- Leader: Sayyid Ali Beheshti
- Founded: September 1979
- Dissolved: 1989
- Merged into: Hezbe Wahdat
- Ideology: Shia Islamism; Conservatism; Hazara interests;
- Religion: Shia Islam
- National affiliation: Tehran Eight (1987-1989)
- International affiliation: Islamic Republican Party

= Revolutionary Council of Islamic Unity of Afghanistan =

The Revolutionary Council of Islamic Unity of Afghanistan (شوراى انقلاب اتفاق اسلامی افغانستان, Shura-i Engelab-i Ettefaq-i Islami Afghanistan, often called simply Shura) was a Hazara political movement which appeared in Afghanistan in 1979 in opposition to the increasingly leftist Kabul government. The movement was led by Sayyid Ali Beheshti.

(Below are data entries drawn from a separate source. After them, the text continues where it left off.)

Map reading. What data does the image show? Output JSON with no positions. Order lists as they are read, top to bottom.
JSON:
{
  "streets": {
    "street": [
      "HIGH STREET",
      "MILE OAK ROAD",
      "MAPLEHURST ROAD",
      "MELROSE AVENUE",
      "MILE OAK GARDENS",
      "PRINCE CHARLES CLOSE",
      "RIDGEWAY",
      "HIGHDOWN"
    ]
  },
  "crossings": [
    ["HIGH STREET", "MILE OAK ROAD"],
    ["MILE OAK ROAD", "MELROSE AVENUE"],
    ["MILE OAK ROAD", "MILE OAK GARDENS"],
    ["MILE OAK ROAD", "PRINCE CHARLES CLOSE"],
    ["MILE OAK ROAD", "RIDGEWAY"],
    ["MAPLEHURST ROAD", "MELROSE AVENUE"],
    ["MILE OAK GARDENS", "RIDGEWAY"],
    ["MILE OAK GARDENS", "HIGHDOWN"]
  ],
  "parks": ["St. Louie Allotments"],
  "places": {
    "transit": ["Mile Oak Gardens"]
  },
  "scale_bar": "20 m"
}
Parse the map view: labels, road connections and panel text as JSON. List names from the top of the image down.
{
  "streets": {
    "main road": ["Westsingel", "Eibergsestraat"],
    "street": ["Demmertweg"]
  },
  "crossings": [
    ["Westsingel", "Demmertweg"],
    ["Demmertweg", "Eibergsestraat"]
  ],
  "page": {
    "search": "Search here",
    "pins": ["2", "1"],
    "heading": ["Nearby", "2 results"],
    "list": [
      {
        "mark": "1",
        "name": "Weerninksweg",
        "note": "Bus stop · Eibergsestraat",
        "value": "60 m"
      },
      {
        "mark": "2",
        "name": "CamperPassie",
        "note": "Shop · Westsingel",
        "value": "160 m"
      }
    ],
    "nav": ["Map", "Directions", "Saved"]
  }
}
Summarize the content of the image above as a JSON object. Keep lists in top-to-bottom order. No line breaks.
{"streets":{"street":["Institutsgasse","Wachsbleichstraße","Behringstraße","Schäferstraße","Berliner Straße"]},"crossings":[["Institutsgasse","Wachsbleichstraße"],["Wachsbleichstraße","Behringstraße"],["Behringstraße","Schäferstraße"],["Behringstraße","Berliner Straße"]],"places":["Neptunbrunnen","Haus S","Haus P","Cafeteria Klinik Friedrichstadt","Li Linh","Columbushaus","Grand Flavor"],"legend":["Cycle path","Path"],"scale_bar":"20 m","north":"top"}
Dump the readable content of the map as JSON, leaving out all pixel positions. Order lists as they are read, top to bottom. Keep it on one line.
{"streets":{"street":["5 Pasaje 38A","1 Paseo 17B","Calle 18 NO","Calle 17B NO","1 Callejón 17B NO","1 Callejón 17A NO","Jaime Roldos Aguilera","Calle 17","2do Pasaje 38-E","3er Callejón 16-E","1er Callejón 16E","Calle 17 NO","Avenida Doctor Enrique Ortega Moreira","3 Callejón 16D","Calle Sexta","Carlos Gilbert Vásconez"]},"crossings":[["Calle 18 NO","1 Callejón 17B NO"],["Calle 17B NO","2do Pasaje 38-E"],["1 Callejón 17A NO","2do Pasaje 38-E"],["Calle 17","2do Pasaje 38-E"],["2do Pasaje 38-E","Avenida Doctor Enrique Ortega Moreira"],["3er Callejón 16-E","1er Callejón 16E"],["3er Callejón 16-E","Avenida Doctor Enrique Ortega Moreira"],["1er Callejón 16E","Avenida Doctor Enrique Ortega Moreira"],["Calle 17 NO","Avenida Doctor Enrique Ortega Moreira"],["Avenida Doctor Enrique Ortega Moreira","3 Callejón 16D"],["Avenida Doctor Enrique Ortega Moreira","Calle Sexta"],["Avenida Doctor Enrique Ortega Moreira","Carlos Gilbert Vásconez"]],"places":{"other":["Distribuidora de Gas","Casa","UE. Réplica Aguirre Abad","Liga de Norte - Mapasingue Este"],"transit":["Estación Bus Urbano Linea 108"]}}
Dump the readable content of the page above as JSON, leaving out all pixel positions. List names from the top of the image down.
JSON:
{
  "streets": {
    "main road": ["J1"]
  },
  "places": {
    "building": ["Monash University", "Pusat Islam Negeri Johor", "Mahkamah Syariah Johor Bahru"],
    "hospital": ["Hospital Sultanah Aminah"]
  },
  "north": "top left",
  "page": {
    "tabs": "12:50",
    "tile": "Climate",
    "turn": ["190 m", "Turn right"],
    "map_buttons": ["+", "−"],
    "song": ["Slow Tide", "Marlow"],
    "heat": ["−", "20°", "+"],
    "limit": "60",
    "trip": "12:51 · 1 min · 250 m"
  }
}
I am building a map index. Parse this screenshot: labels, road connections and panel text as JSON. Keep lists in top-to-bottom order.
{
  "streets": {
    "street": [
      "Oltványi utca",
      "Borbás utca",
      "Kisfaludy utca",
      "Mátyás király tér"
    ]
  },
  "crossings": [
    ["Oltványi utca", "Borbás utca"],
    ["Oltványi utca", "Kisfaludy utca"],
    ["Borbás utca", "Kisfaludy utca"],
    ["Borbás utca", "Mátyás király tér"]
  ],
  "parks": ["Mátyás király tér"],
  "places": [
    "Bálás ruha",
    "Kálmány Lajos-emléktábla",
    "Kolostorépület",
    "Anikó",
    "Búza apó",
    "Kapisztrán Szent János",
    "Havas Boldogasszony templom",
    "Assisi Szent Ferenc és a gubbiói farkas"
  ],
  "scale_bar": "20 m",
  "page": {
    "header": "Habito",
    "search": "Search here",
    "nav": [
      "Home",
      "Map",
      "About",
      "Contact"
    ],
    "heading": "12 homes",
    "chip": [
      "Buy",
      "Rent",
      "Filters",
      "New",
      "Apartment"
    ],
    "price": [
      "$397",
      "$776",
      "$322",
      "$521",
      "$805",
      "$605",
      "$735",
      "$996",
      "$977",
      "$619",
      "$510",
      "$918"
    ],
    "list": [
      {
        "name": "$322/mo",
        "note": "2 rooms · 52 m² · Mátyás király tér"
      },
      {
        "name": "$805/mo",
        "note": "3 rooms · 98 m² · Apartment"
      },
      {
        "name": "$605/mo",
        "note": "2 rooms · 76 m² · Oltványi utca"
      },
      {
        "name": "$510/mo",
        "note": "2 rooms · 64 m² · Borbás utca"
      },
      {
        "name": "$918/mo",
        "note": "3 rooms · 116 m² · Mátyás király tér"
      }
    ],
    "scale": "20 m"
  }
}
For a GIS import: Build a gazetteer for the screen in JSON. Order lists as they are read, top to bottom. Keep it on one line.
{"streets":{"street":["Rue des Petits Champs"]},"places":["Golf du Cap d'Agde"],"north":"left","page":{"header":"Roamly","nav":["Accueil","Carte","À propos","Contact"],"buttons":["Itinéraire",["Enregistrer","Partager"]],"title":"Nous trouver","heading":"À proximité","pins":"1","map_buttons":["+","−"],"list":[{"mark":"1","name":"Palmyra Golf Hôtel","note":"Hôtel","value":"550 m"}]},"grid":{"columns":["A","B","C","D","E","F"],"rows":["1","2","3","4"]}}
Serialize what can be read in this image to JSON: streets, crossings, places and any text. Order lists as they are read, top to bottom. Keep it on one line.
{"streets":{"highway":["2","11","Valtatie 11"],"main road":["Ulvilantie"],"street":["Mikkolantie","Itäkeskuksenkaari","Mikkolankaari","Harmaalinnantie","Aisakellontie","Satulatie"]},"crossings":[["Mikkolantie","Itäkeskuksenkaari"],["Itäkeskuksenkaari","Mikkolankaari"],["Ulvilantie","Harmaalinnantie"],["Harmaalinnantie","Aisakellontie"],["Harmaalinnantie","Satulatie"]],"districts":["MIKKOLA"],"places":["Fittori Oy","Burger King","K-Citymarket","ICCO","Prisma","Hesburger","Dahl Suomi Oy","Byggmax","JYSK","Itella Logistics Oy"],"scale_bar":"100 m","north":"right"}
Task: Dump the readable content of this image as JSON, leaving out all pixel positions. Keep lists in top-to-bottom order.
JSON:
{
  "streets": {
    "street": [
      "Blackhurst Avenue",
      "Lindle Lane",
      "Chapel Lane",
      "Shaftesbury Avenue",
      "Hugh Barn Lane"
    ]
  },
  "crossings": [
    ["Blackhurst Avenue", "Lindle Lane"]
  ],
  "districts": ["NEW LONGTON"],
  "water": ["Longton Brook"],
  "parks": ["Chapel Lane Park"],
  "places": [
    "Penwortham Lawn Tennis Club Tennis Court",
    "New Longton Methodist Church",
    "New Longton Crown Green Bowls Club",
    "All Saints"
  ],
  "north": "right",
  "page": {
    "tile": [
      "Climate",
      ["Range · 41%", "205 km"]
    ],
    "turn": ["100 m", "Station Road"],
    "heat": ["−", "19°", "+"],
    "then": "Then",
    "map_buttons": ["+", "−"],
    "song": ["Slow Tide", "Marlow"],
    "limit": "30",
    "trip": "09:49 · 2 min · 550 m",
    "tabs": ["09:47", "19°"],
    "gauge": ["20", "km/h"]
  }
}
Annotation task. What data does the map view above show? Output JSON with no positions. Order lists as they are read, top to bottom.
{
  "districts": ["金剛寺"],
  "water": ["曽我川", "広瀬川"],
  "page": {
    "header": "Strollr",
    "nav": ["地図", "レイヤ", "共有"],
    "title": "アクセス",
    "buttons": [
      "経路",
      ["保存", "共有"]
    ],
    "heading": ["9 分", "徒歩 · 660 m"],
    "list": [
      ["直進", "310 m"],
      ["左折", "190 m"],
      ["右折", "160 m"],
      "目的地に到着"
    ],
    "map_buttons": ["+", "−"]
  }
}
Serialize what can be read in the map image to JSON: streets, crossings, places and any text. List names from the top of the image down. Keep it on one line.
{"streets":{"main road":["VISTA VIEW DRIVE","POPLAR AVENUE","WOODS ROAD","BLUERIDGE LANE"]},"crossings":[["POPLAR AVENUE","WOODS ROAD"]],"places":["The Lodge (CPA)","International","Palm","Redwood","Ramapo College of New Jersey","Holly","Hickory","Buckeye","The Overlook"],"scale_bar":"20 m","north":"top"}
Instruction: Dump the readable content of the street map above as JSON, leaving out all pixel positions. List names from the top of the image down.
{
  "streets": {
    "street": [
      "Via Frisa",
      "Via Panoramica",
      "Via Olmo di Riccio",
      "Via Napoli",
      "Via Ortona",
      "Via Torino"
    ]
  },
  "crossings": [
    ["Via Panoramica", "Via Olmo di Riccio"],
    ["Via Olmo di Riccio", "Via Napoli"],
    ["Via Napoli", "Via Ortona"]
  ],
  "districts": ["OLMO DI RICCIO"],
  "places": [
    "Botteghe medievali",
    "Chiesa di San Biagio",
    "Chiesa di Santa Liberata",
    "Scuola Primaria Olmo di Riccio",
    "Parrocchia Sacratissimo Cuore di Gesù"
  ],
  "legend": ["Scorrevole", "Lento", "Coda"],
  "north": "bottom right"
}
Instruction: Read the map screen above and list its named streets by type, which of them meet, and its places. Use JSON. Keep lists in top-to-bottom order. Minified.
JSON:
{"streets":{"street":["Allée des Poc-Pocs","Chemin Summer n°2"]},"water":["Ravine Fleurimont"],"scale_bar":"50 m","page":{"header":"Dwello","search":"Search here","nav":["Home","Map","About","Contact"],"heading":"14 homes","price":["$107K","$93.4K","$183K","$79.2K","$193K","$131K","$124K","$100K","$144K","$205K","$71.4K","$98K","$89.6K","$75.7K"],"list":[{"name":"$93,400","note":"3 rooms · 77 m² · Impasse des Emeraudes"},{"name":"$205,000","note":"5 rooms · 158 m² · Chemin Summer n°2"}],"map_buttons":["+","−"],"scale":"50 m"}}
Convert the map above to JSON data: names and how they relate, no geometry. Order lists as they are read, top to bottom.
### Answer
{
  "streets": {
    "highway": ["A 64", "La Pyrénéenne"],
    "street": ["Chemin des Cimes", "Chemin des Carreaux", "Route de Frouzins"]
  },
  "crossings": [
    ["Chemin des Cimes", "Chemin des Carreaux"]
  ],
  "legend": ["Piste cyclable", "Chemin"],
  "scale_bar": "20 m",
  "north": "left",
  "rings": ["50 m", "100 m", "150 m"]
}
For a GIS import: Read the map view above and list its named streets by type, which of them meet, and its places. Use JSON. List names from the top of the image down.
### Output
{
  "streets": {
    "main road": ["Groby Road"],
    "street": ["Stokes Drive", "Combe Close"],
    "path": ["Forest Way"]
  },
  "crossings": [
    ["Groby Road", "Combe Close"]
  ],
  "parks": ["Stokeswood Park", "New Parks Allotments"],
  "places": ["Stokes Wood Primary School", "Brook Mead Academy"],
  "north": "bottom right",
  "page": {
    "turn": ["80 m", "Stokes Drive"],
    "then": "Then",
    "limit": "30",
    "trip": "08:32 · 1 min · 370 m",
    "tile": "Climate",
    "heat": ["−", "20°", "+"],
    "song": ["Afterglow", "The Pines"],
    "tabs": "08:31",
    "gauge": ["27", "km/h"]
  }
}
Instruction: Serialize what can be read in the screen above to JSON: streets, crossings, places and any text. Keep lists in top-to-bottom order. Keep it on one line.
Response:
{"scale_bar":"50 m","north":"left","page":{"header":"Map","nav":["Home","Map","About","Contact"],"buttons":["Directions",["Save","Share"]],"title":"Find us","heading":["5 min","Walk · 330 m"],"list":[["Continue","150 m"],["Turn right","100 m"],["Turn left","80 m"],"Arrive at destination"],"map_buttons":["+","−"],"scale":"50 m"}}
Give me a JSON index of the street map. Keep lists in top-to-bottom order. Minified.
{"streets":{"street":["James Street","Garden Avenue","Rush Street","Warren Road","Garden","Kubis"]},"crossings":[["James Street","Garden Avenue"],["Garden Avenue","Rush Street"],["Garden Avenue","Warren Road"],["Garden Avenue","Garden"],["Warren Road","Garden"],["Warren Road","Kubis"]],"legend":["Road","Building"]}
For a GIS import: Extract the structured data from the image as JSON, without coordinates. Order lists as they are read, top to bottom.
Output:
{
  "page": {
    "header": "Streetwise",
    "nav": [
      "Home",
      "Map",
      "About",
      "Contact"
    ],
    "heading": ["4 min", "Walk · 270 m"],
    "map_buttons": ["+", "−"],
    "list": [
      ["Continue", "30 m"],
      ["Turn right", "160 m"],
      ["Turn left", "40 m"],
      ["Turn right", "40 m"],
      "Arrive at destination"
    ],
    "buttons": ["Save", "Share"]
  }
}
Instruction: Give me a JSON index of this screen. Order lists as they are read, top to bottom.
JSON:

The Shura had both political and militant arms, and removed many Kabul-backed authorities within the Hazarajat (Hazara-populated region of Afghanistan), replacing them with their own functionaries.The Shura was considered as a government for the whole Hazarajat and used to be a powerful party among the Hazaras. By the end of 1983 the Shura controlled 60% of the population of the Hazarajat.

The Shura was the primary Hazara resistance movement part of the Tehran Eight political constellation, followed by the Al-Nasr (Victory) and the Union of Islamic Fighters.